[Start of section]
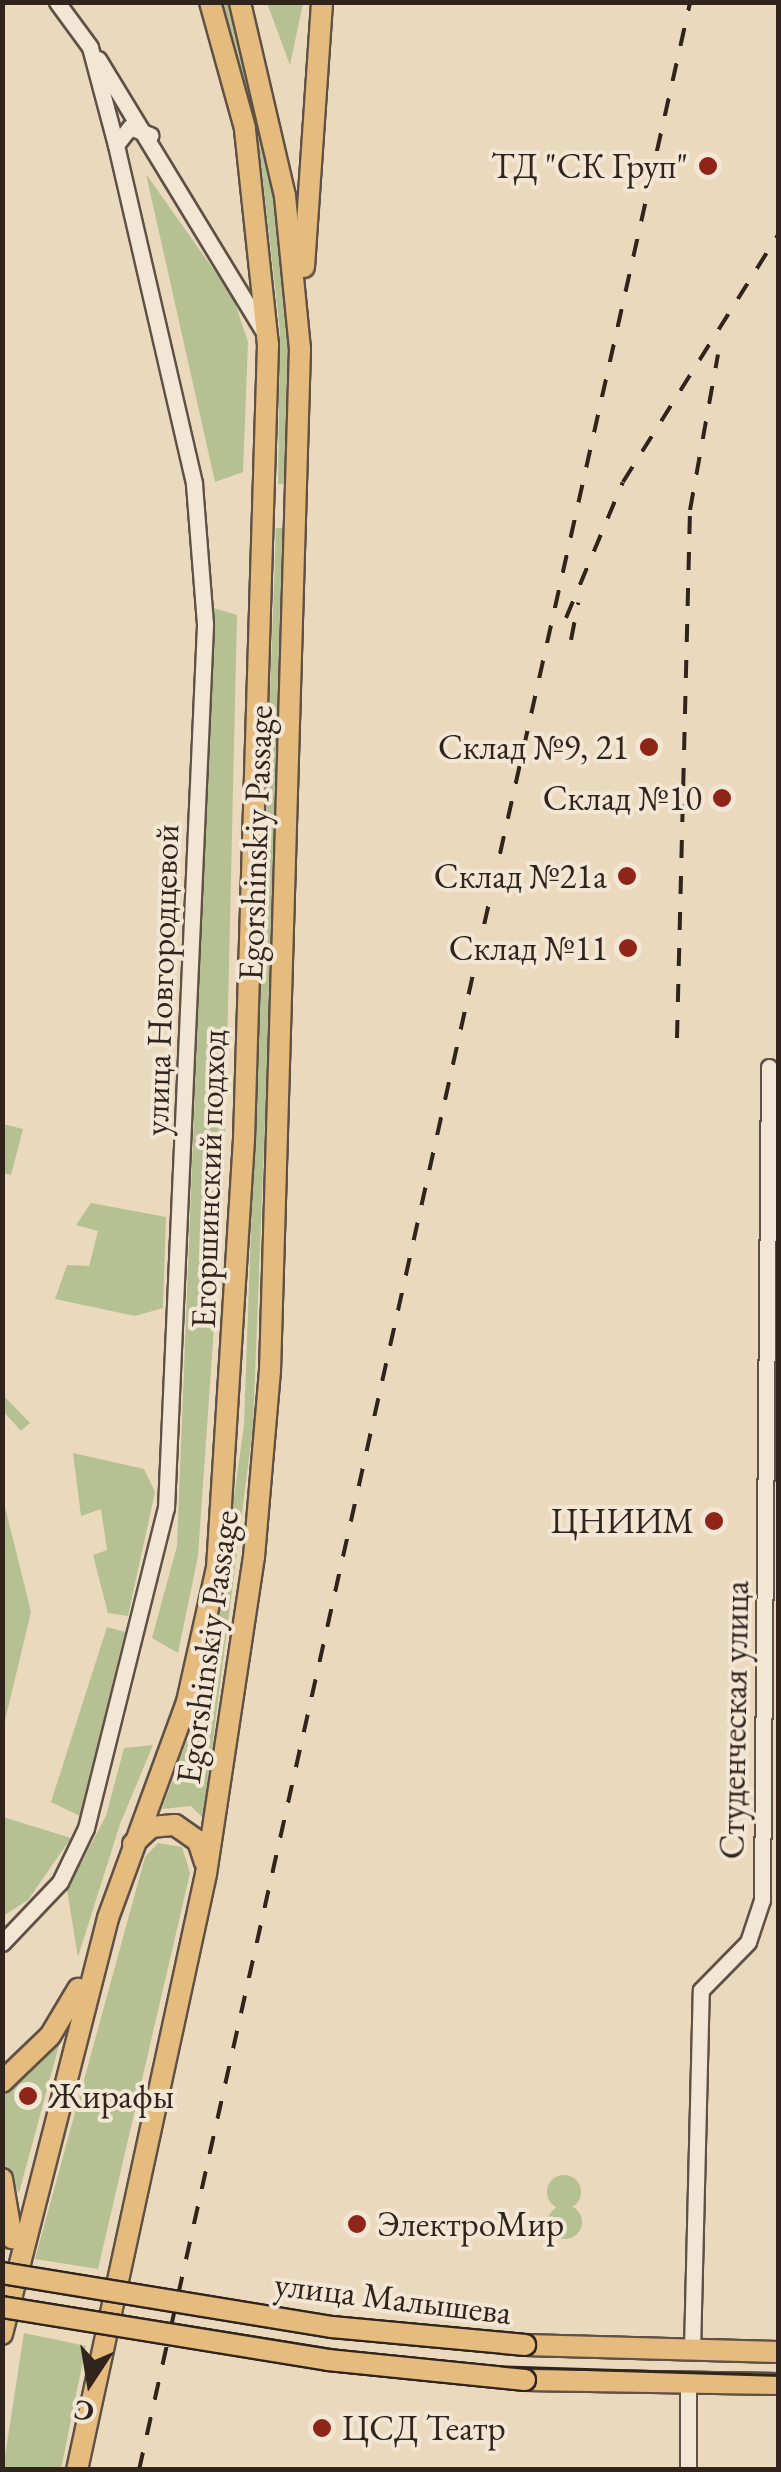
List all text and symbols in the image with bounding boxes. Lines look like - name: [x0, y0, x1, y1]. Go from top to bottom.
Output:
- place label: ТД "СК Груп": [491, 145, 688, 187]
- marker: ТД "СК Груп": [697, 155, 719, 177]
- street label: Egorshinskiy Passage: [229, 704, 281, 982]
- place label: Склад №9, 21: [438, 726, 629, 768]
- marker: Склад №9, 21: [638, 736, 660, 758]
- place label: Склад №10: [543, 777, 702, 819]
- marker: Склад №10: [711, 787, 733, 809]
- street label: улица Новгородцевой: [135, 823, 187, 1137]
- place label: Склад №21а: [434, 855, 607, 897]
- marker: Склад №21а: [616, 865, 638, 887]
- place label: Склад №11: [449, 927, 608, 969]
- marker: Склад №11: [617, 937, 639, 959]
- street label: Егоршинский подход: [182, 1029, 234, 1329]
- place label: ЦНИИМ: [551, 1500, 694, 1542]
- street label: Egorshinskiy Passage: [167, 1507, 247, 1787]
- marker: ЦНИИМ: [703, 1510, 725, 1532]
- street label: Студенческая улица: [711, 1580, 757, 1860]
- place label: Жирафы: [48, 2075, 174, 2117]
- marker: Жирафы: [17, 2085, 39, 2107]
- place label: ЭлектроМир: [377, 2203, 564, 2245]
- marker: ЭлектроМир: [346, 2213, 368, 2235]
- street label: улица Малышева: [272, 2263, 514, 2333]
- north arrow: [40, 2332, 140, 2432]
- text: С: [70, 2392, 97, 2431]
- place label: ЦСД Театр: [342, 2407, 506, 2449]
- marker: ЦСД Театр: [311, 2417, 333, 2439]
[End of section]
What the task requires
Omit every image. Quote each record exactly.

Task response
List all text and symbols in the image with bounding boxes. Lines look like - name: [x0, y0, x1, y1]. Go from top to bottom.
Output:
- place label: ТД "СК Груп": [491, 145, 688, 187]
- marker: ТД "СК Груп": [697, 155, 719, 177]
- street label: Egorshinskiy Passage: [229, 704, 281, 982]
- place label: Склад №9, 21: [438, 726, 629, 768]
- marker: Склад №9, 21: [638, 736, 660, 758]
- place label: Склад №10: [543, 777, 702, 819]
- marker: Склад №10: [711, 787, 733, 809]
- street label: улица Новгородцевой: [135, 823, 187, 1137]
- place label: Склад №21а: [434, 855, 607, 897]
- marker: Склад №21а: [616, 865, 638, 887]
- place label: Склад №11: [449, 927, 608, 969]
- marker: Склад №11: [617, 937, 639, 959]
- street label: Егоршинский подход: [182, 1029, 234, 1329]
- place label: ЦНИИМ: [551, 1500, 694, 1542]
- street label: Egorshinskiy Passage: [167, 1507, 247, 1787]
- marker: ЦНИИМ: [703, 1510, 725, 1532]
- street label: Студенческая улица: [711, 1580, 757, 1860]
- place label: Жирафы: [48, 2075, 174, 2117]
- marker: Жирафы: [17, 2085, 39, 2107]
- place label: ЭлектроМир: [377, 2203, 564, 2245]
- marker: ЭлектроМир: [346, 2213, 368, 2235]
- street label: улица Малышева: [272, 2263, 514, 2333]
- north arrow: [40, 2332, 140, 2432]
- text: С: [70, 2392, 97, 2431]
- place label: ЦСД Театр: [342, 2407, 506, 2449]
- marker: ЦСД Театр: [311, 2417, 333, 2439]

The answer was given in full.